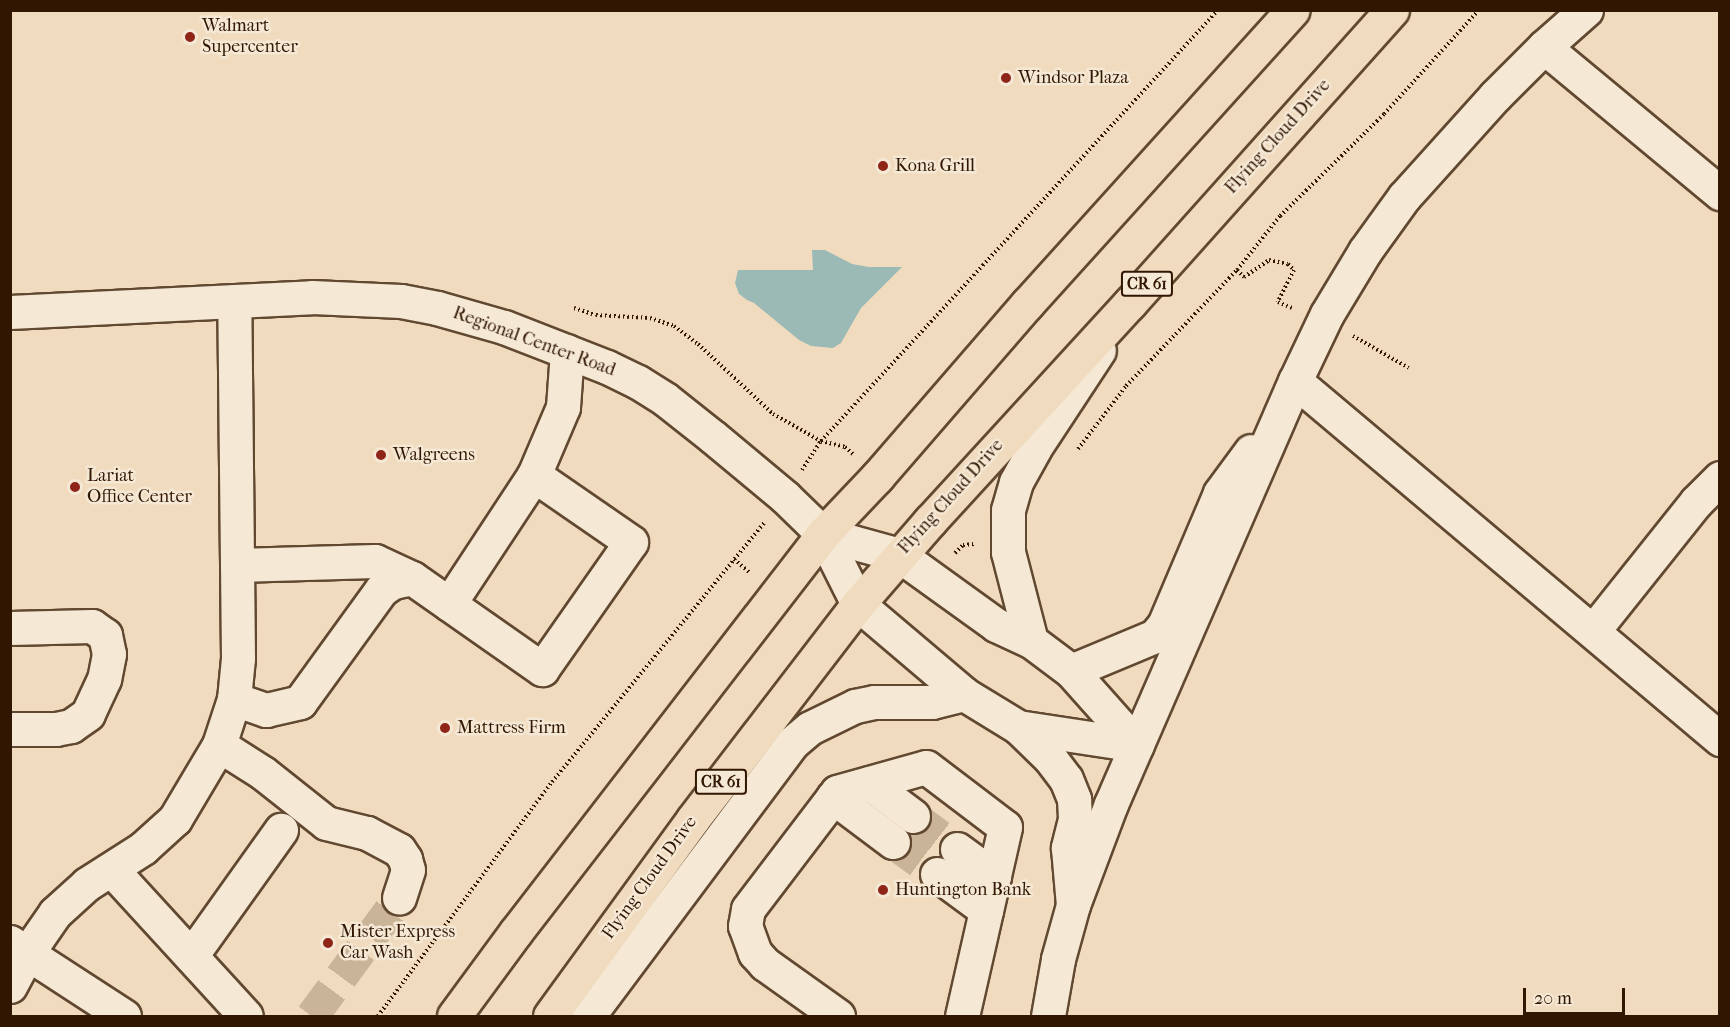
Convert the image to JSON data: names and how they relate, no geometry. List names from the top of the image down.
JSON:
{
  "streets": {
    "main road": ["Flying Cloud Drive", "CR 61"],
    "street": ["Regional Center Road"]
  },
  "crossings": [
    ["Flying Cloud Drive", "Regional Center Road"]
  ],
  "places": [
    "Walmart Supercenter",
    "Windsor Plaza",
    "Kona Grill",
    "Walgreens",
    "Lariat Office Center",
    "Mattress Firm",
    "Huntington Bank",
    "Mister Express Car Wash"
  ],
  "scale_bar": "20 m"
}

▶ [EXERCISE AIM]: The response must repeat all the lines above exactly and include no pictures.

▶ [SOLUTION TO THIS TASK]:
Convert the image to JSON data: names and how they relate, no geometry. List names from the top of the image down.
JSON:
{
  "streets": {
    "main road": ["Flying Cloud Drive", "CR 61"],
    "street": ["Regional Center Road"]
  },
  "crossings": [
    ["Flying Cloud Drive", "Regional Center Road"]
  ],
  "places": [
    "Walmart Supercenter",
    "Windsor Plaza",
    "Kona Grill",
    "Walgreens",
    "Lariat Office Center",
    "Mattress Firm",
    "Huntington Bank",
    "Mister Express Car Wash"
  ],
  "scale_bar": "20 m"
}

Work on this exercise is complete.